Manage Clojure dependencies with Java-team discipline by understanding deps.edn, Leiningen, classpaths, aliases, exclusions, version alignment, reproducible builds, and CI checks.
Dependency management feels familiar to Java engineers because Clojure runs on the JVM and uses Maven coordinates. The unfamiliar part is the tool shape: many Clojure projects use deps.edn and the Clojure CLI, while many established projects still use Leiningen and project.clj.
The practical rule is simple: respect the tool already chosen by the project, keep dependency changes small, and make the classpath reviewable in CI.

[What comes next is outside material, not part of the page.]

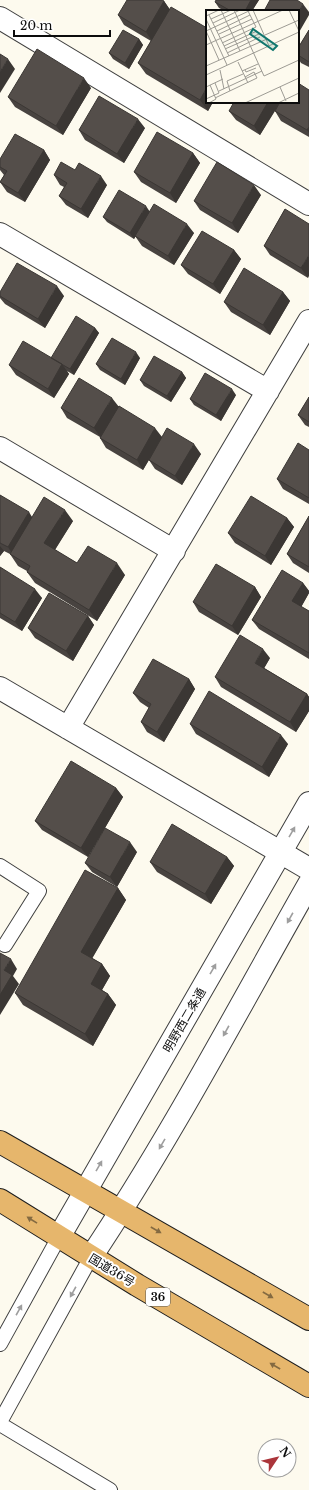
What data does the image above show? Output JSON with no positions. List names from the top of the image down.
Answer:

| Project shape | How to think about it |
|---|---|
Clojure CLI / tools.deps with deps.edn |
Lightweight classpath construction, aliases, scripts, libraries, and projects that compose tools explicitly. |
Leiningen with project.clj |
Established applications that want built-in project automation, profiles, plugins, tests, and uberjar tasks. |
Do not migrate build tools as a side effect of migrating Java code. Change the build tool only when the team has a separate reason and a tested rollout plan.

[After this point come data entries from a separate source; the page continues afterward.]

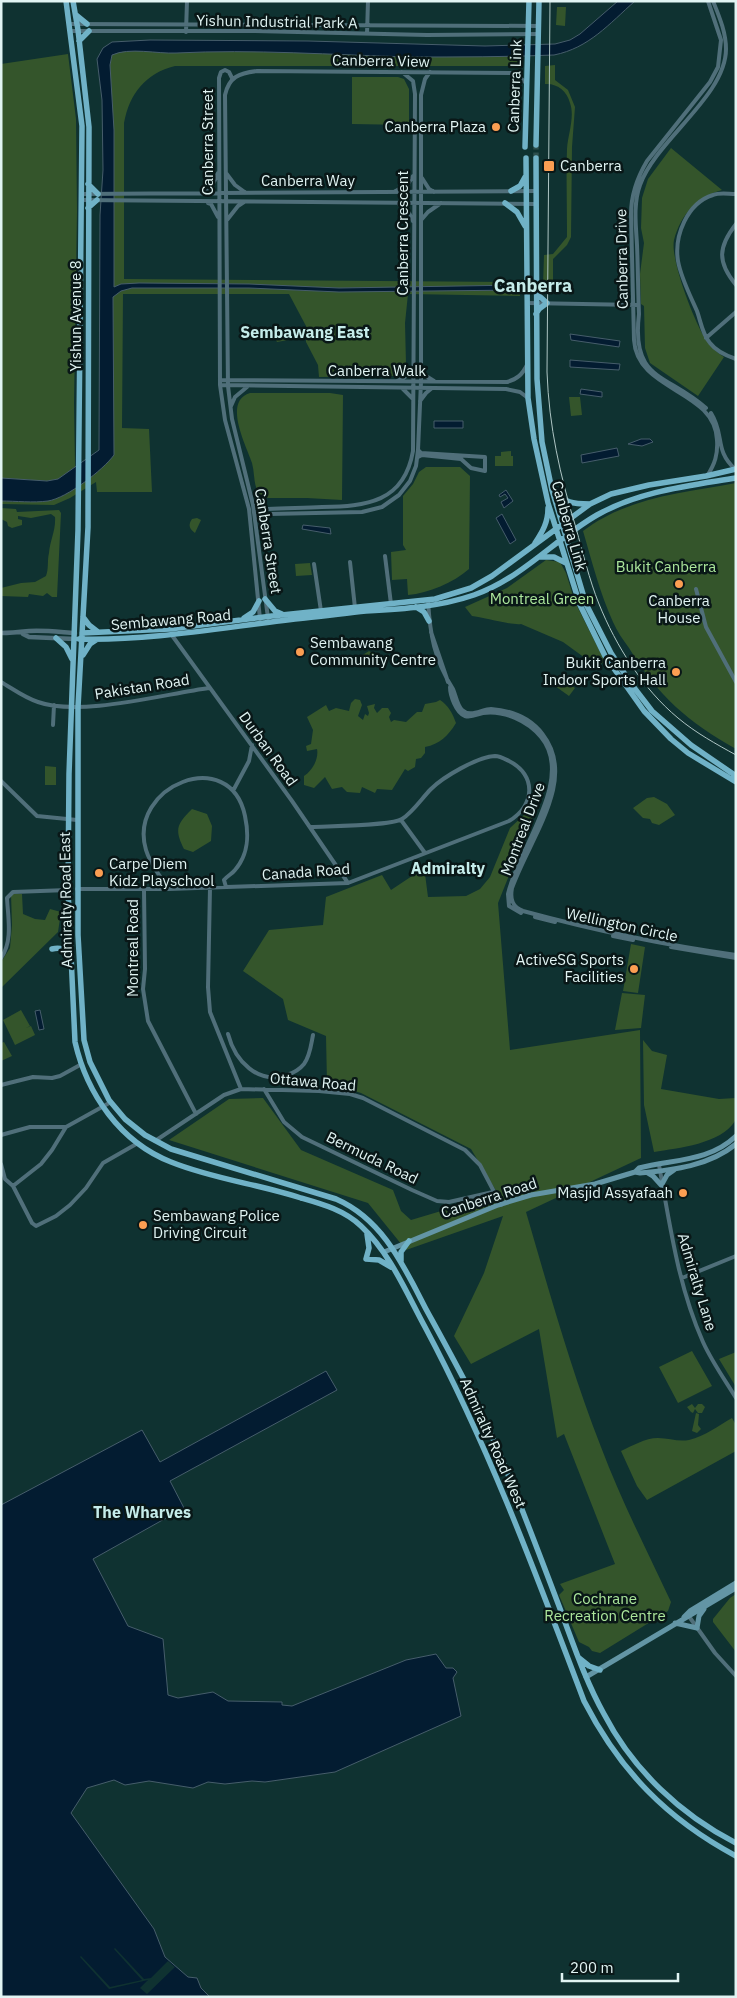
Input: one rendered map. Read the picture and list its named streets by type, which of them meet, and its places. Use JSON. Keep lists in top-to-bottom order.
{
  "streets": {
    "main road": [
      "Canberra Link",
      "Yishun Avenue 8",
      "Sembawang Road",
      "Admiralty Road East",
      "Canberra Road",
      "Admiralty Road West"
    ],
    "street": [
      "Yishun Industrial Park A",
      "Canberra View",
      "Canberra Street",
      "Canberra Way",
      "Canberra Crescent",
      "Canberra Drive",
      "Canberra Walk",
      "Pakistan Road",
      "Durban Road",
      "Montreal Drive",
      "Canada Road",
      "Wellington Circle",
      "Montreal Road",
      "Ottawa Road",
      "Bermuda Road",
      "Admiralty Lane"
    ]
  },
  "crossings": [
    ["Yishun Industrial Park A", "Canberra Link"],
    ["Yishun Industrial Park A", "Yishun Avenue 8"],
    ["Canberra View", "Canberra Link"],
    ["Canberra View", "Canberra Street"],
    ["Canberra View", "Canberra Crescent"],
    ["Canberra Link", "Canberra Way"],
    ["Canberra Link", "Canberra Walk"],
    ["Canberra Link", "Sembawang Road"],
    ["Canberra Street", "Canberra Way"],
    ["Canberra Street", "Canberra Crescent"],
    ["Canberra Street", "Canberra Walk"],
    ["Canberra Street", "Sembawang Road"],
    ["Canberra Way", "Canberra Crescent"],
    ["Canberra Way", "Yishun Avenue 8"],
    ["Canberra Crescent", "Canberra Walk"],
    ["Canberra Drive", "Sembawang Road"],
    ["Yishun Avenue 8", "Sembawang Road"],
    ["Yishun Avenue 8", "Admiralty Road East"],
    ["Sembawang Road", "Durban Road"],
    ["Sembawang Road", "Admiralty Road East"],
    ["Pakistan Road", "Durban Road"],
    ["Pakistan Road", "Admiralty Road East"],
    ["Durban Road", "Canada Road"],
    ["Montreal Drive", "Wellington Circle"],
    ["Canada Road", "Admiralty Road East"],
    ["Canada Road", "Montreal Road"],
    ["Admiralty Road East", "Ottawa Road"],
    ["Admiralty Road East", "Admiralty Road West"],
    ["Montreal Road", "Ottawa Road"],
    ["Ottawa Road", "Bermuda Road"],
    ["Ottawa Road", "Canberra Road"],
    ["Ottawa Road", "Admiralty Road West"],
    ["Canberra Road", "Admiralty Lane"],
    ["Canberra Road", "Admiralty Road West"]
  ],
  "districts": [
    "Canberra",
    "Sembawang East",
    "Admiralty",
    "The Wharves"
  ],
  "parks": ["Bukit Canberra", "Montreal Green", "Cochrane Recreation Centre"],
  "places": {
    "other": [
      "Canberra Plaza",
      "Canberra House",
      "Sembawang Community Centre",
      "Bukit Canberra Indoor Sports Hall",
      "Carpe Diem Kidz Playschool",
      "ActiveSG Sports Facilities",
      "Masjid Assyafaah",
      "Sembawang Police Driving Circuit"
    ],
    "transit": ["Canberra"]
  },
  "scale_bar": "200 m"
}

A deps.edn file is Clojure data that describes paths, dependencies, and aliases.
1{:paths ["src" "resources"]
2 :deps {org.clojure/clojure {:mvn/version "1.12.4"}
3 metosin/jsonista {:mvn/version "0.3.13"}}
4 :aliases
5 {:test {:extra-paths ["test"]
6 :extra-deps {io.github.cognitect-labs/test-runner
7 {:git/tag "v0.5.1"
8 :git/sha "dfb30dd"}}}
9 :dev {:extra-paths ["dev"]}}}
For Java developers, the main translation is:
| deps.edn key | Java-team interpretation |
|---|---|
:paths |
Source and resource roots placed on the classpath. |
:deps |
Project dependencies, usually Maven coordinates or Git/local coordinates. |
:aliases |
Named classpath or execution variations for tests, dev, tools, or build tasks. |
:extra-deps |
Dependencies added only when an alias is selected. |
:override-deps |
A deliberate version override used to align a dependency graph. |
The Clojure CLI can inspect the dependency graph with the built-in :deps programs, for example clj -X:deps tree and clj -X:deps list.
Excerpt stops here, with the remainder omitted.